If tracking by the source tag is important for you for this application, your best bet is going to probably be to simplify the name of your application not to include the special character.


#3

As I do not control Adobe Social, is there a way to track the creation of its tweets?


#4

Partner providers of Twitter data, like Datasift and Gnip, have some more fine-grained options for digging into/tracking tweets.

Given the way that the Search service indexes tweets, I would never use the Search API in a case where you’re trying to track “all” tweets that match condition XYZ – you’ll almost always want to use a Streaming API for a scenario like that – but our Streaming API doesn’t support the ability to track on individual field values like this.

Since you’re already using the Search API and might not have completeness as a requirement, have you considered just listening to the ~1% statuses/sample stream and collecting tweets that have a specific value for the “source” field?


#5

I hadn’t considered that.

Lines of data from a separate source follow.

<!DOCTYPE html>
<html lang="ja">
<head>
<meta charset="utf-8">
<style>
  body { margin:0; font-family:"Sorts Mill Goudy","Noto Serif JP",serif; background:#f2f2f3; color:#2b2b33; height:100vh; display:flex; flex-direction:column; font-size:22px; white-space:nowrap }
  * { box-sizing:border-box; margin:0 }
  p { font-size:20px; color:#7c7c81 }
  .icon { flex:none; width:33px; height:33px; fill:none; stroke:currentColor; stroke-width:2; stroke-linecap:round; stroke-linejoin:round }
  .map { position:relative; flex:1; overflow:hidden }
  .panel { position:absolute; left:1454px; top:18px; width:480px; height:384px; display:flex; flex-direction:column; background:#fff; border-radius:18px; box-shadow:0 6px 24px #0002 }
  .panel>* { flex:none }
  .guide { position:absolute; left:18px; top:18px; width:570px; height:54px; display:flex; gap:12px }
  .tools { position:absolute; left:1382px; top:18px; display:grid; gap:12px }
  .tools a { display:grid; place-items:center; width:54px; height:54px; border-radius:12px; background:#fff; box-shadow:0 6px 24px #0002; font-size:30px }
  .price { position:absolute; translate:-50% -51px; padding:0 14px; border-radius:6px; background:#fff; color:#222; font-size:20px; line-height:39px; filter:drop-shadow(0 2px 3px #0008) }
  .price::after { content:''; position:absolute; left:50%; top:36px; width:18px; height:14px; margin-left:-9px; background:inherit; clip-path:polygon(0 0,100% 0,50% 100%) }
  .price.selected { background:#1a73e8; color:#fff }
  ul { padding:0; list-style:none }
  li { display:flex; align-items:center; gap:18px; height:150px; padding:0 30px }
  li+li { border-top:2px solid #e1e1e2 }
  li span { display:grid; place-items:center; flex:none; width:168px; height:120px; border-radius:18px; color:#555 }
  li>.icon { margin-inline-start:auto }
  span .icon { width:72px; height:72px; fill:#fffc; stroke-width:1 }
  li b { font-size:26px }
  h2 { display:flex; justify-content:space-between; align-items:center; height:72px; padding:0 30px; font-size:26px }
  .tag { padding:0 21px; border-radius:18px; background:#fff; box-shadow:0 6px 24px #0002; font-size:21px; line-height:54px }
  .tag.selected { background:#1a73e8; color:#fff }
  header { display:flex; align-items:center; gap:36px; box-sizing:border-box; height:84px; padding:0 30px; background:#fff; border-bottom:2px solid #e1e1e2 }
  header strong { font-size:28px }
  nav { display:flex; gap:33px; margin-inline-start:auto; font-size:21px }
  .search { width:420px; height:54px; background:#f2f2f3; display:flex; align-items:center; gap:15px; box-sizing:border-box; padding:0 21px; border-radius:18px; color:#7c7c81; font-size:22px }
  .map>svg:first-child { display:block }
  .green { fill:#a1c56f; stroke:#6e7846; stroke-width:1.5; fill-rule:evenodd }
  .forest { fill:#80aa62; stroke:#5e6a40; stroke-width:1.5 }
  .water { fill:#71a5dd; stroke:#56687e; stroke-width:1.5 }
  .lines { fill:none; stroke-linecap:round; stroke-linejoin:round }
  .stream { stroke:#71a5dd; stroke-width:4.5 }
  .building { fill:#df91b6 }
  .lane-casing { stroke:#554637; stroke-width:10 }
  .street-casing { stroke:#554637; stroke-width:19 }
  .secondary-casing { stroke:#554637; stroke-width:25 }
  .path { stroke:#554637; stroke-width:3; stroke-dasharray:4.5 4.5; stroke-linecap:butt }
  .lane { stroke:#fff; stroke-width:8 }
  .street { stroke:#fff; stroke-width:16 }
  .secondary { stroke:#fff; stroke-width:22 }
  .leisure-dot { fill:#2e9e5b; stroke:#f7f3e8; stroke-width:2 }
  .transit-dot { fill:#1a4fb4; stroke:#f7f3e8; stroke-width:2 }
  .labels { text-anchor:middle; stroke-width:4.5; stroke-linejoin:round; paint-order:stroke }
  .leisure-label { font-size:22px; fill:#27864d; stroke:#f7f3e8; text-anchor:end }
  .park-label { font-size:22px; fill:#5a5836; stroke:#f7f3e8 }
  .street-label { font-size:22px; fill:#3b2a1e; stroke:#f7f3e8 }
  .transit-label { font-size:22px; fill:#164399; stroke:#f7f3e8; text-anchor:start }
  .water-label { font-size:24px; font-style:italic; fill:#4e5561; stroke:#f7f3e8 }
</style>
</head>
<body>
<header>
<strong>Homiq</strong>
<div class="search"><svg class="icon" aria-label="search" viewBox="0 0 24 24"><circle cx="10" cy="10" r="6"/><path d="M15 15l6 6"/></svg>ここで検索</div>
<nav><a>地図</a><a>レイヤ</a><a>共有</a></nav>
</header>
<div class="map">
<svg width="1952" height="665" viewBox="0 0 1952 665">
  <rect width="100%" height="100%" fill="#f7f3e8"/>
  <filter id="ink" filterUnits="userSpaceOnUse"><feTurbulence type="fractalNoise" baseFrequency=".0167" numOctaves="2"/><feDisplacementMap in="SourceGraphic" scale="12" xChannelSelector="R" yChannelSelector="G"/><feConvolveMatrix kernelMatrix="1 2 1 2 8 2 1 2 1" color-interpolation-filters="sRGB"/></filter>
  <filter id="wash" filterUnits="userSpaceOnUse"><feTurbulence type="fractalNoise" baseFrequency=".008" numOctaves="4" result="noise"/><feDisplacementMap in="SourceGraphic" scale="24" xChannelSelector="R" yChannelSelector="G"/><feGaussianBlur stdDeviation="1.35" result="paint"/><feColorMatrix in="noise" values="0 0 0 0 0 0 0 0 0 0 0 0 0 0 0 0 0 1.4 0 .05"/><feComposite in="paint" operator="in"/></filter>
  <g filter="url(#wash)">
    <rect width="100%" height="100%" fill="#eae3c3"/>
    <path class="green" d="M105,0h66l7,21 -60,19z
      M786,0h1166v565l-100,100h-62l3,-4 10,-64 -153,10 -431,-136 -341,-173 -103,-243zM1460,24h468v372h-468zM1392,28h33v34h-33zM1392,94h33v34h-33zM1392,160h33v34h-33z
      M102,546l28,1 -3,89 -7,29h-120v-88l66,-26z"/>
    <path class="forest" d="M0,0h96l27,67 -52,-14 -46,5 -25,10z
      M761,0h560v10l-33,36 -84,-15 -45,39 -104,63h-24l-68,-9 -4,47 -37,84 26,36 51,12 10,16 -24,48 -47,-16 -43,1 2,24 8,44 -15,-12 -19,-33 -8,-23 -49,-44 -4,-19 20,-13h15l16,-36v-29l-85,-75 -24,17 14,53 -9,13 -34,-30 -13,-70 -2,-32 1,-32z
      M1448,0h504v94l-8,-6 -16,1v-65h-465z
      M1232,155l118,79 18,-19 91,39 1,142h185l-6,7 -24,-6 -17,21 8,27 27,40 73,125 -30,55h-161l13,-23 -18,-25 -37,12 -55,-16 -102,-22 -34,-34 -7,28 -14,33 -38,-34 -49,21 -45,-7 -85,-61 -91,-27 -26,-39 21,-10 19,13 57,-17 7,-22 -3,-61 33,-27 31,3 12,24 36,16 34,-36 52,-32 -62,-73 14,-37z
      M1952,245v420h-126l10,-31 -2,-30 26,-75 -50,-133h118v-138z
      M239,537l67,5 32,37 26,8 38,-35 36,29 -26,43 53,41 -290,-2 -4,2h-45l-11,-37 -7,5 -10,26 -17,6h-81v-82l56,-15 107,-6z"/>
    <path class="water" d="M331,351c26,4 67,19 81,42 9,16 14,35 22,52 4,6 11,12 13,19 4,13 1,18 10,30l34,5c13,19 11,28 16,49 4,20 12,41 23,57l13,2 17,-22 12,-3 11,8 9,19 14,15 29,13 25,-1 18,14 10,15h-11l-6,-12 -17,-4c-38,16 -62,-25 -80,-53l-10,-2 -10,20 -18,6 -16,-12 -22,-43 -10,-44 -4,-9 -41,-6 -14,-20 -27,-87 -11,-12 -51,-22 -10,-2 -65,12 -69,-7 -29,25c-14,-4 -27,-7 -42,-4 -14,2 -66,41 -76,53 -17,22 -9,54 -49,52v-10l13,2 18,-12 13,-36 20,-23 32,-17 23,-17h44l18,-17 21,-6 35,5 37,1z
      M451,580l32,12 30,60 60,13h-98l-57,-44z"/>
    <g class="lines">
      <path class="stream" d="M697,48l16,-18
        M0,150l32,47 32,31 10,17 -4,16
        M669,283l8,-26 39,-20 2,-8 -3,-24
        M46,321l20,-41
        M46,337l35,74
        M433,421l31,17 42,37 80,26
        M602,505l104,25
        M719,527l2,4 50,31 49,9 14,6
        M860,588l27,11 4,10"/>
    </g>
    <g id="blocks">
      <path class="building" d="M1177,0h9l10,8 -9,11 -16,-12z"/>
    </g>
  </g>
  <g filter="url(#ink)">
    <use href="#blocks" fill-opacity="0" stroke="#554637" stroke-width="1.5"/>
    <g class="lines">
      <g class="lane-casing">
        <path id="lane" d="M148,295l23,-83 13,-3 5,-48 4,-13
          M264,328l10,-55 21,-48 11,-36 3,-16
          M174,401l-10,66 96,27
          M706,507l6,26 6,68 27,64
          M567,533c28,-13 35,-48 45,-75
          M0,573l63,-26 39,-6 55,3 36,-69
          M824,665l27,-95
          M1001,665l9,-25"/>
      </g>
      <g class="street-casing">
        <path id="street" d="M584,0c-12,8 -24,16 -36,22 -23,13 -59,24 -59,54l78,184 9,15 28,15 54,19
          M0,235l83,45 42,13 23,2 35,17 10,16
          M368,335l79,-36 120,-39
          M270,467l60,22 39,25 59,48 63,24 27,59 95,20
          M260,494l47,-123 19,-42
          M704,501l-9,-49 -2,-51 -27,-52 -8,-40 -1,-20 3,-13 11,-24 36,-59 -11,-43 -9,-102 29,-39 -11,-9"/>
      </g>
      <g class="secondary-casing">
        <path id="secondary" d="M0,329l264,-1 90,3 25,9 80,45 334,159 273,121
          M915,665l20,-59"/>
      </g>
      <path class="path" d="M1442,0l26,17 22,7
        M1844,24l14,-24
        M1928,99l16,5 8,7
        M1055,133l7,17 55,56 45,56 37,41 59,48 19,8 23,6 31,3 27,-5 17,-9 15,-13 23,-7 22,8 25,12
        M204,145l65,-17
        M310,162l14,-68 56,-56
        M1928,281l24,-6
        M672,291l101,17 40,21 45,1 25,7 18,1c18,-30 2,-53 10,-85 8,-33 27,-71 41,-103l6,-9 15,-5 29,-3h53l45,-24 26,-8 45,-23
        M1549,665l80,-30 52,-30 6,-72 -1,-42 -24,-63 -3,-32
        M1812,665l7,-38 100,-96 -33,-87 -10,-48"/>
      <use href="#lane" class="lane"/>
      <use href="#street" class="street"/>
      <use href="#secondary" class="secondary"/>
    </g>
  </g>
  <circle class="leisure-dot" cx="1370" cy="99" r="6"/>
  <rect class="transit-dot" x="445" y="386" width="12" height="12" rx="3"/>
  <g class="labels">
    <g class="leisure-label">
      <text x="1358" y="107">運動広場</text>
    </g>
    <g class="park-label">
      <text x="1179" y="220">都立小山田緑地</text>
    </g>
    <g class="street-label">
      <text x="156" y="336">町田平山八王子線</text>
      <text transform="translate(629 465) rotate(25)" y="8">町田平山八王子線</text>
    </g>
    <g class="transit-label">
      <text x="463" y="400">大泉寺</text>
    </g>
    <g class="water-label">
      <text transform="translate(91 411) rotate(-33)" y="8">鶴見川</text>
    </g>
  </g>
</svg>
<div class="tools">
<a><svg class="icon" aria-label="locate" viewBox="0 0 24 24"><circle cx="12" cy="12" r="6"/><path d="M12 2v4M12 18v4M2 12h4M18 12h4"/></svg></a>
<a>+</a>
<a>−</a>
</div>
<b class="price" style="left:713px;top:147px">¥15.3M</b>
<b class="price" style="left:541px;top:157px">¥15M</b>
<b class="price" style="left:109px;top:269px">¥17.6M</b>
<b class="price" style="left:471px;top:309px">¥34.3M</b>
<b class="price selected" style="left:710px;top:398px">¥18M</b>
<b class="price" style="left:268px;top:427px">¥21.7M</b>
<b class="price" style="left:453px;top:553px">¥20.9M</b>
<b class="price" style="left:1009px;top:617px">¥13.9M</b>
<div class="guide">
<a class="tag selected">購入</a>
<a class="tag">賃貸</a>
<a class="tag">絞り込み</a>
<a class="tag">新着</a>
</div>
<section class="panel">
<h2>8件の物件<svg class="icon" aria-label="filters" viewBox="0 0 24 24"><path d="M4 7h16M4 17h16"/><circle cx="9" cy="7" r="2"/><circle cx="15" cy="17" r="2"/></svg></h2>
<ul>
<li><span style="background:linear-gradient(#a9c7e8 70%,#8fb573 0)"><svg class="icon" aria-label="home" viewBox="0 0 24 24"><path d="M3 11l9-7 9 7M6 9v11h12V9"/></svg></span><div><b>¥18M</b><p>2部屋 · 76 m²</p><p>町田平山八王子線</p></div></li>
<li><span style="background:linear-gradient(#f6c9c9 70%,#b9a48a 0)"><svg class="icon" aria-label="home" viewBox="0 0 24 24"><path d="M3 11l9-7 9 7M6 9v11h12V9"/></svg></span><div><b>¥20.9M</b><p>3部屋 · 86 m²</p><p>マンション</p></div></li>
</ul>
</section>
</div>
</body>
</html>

For reference, that would entail using the streaming API, sampling, and then filtering by source field, correct? That would be an interesting way to keep tabs on overall usage of different Twitter sources.

Anyways, I’ve decided it’s not imperative to search for sources that use irregular characters. Thanks for the help.


#6

Yep, exactly. Just listening to a steady sample stream of tweets and either collecting the tweets themselves based on criteria you’re interested in our otherwise tabulating derived data like frequency of specific sources.